Nel 2003 nasce a Santa Margherita un’etichetta paradigmatica, in grado di conciliare una accurata confezione tecnica, rintracciabile nella precisione esecutiva e in una nitidezza d’accenti senza increspature, con un carattere profondamente minerale e un profilo fresco dall’ascendente nordico, instradato da una dote di eleganza non così facilmente rintracciabile nei vini della zona. La massa per metà staziona e affina in acciaio, per un’altra metà in barrique di secondo passaggio; segue un anno di maturazione in bottiglia.
La cosa sorprendente, se stiamo alla verticale di oggi, che assomma le ultime sette annate in commercio, sta nella “intercambiabilità”. Ovvero, sembrano tutte giovani allo stesso modo; il tempo non ne ha scalfito la linfa vitale e il virgulto. Ti sembra sempre e comunque di essere in compagnia di vini còlti nel fiore della gioventù. E anche questo, a ben vedere, è Vernaccia.

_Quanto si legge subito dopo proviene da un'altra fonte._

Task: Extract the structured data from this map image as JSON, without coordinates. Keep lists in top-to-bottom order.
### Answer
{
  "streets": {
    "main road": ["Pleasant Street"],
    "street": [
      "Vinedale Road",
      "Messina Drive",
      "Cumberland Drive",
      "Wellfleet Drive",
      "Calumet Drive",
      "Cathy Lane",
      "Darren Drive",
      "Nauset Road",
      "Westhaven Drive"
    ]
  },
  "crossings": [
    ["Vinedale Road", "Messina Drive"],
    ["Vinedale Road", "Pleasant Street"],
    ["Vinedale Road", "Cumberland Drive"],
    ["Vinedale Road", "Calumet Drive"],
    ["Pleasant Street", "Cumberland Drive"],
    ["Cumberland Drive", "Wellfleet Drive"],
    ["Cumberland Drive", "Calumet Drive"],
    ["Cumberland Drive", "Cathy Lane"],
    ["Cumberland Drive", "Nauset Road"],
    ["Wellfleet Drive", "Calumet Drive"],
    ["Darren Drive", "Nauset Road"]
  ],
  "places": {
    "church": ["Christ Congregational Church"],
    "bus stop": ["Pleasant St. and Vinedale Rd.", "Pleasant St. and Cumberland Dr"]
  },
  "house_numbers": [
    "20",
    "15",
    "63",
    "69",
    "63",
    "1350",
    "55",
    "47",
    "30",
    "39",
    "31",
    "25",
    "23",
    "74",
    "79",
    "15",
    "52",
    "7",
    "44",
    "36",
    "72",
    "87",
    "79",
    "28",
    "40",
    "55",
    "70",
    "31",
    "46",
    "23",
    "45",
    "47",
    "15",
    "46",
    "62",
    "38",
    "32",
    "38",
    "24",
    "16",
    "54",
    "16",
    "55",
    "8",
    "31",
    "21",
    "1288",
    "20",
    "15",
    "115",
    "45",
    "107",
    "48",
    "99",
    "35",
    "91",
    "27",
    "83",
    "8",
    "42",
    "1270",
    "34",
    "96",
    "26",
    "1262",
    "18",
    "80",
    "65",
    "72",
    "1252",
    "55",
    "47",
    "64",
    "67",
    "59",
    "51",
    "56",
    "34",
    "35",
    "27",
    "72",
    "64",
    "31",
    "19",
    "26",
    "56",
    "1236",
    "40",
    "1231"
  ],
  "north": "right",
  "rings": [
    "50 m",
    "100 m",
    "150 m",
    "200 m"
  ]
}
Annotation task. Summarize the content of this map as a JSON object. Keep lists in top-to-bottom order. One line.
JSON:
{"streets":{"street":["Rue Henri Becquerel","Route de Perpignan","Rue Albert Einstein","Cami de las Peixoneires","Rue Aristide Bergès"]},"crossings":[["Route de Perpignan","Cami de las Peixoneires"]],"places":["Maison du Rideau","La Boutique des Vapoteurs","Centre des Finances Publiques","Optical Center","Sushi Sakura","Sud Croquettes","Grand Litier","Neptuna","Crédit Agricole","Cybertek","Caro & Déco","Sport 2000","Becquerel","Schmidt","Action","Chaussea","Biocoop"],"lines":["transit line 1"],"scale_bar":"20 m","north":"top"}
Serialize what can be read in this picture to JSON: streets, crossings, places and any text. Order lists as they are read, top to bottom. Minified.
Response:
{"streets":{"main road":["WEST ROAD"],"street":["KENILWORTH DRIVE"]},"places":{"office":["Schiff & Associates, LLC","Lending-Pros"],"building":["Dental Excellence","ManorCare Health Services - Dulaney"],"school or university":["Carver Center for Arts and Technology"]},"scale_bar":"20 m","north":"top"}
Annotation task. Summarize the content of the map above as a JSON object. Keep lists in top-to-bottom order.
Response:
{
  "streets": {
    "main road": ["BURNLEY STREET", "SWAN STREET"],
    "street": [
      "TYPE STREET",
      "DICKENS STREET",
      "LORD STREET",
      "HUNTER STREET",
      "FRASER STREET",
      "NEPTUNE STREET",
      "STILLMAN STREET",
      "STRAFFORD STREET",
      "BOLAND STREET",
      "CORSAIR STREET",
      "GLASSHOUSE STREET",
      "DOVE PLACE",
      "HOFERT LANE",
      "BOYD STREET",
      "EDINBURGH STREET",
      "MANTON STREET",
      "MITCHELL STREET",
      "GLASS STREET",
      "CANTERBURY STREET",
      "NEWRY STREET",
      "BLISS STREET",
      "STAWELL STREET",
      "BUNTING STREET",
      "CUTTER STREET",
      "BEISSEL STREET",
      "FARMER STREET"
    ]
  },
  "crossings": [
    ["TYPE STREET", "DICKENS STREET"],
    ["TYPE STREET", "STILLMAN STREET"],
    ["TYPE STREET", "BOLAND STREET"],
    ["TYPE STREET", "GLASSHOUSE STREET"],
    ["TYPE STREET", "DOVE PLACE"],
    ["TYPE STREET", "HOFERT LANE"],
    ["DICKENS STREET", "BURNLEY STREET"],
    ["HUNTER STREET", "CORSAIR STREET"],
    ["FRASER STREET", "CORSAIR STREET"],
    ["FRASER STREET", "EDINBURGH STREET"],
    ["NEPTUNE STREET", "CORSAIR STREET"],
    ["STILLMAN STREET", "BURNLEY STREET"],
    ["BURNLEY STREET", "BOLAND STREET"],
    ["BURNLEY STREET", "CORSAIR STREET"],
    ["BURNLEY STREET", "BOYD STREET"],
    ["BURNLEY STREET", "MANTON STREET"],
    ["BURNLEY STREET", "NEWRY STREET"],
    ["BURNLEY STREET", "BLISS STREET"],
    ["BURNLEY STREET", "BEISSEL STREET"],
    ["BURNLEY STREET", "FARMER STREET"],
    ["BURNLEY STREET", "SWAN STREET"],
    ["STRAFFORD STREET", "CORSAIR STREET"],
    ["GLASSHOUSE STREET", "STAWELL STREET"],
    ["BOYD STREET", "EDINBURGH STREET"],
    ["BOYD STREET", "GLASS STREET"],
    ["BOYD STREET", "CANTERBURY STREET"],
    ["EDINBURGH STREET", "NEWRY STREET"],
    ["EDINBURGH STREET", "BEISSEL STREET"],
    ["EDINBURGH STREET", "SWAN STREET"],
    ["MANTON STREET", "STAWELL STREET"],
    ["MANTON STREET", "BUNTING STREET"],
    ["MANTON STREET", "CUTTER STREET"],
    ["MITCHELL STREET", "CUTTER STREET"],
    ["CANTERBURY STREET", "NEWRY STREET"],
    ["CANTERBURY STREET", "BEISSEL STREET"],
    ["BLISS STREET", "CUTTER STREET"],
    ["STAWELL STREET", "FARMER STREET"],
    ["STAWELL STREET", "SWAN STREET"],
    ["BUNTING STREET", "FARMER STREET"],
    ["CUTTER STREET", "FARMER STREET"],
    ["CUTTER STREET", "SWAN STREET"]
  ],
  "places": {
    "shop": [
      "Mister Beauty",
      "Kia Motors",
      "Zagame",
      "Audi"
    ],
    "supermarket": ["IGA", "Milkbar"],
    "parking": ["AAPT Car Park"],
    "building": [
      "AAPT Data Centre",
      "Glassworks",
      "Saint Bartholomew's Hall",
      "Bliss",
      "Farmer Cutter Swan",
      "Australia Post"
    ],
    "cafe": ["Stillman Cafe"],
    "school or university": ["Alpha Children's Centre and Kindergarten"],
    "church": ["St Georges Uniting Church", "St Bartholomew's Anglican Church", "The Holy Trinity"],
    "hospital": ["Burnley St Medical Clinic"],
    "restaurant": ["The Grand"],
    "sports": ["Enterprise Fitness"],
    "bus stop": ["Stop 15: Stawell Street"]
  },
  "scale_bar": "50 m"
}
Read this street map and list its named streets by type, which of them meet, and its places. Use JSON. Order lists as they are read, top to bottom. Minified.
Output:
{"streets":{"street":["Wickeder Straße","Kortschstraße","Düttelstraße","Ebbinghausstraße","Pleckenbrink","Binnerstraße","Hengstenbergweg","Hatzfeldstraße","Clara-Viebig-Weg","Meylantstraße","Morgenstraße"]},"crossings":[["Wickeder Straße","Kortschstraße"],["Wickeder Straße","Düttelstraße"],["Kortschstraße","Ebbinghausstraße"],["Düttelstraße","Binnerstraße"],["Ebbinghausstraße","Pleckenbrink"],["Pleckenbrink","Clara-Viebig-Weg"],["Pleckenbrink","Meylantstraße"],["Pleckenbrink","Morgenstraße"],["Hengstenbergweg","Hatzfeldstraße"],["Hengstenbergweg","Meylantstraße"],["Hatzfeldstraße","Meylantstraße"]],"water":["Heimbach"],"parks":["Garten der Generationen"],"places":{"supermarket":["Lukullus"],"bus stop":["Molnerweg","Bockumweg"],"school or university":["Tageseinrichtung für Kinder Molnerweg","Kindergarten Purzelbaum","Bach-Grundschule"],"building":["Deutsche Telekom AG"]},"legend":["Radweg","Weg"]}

VERNACCIA DI SAN GIMIGNANO VIGNA SANTA MARGHERITA 2019
Paesaggio aromatico finissimo e arioso di erbe selvatiche, piccole infiorescenze, frutti a polpa bianca, anice stellato e resina boschiva; tratto gustativo fresco e affusolato, acidità in resta a ripulire. Nitore, bilanciamento, giuste proporzioni e una misurata cremosità tattile fanno da spalto a un vino espressivamente composto ed elegante.
VERNACCIA DI SAN GIMIGNANO VIGNA SANTA MARGHERITA 2018
Ampio e avvolgente piuttosto che slanciato, rilascia una connaturata frazione di dolcezza secondo un incedere largo che fa comunque lampeggiare una intrigante luce minerale. Piacevole e garbato, la sensazione burrosa fa da scorta ai tipici sentori di erbe aromatiche e a quelli, ancor più profondi e sottocutanei, di idrocarburi.
VERNACCIA DI SAN GIMIGNANO VIGNA SANTA MARGHERITA 2017
Naso silente timidamente punteggiato da note di erbe e radici, resine e elicriso. Sviluppo denso e cremoso di buona complessità, forse non corroborato dal dinamismo che attiene alle grandi annate. La leggibile traccia mineral-iodata-salina ne certifica il carattere.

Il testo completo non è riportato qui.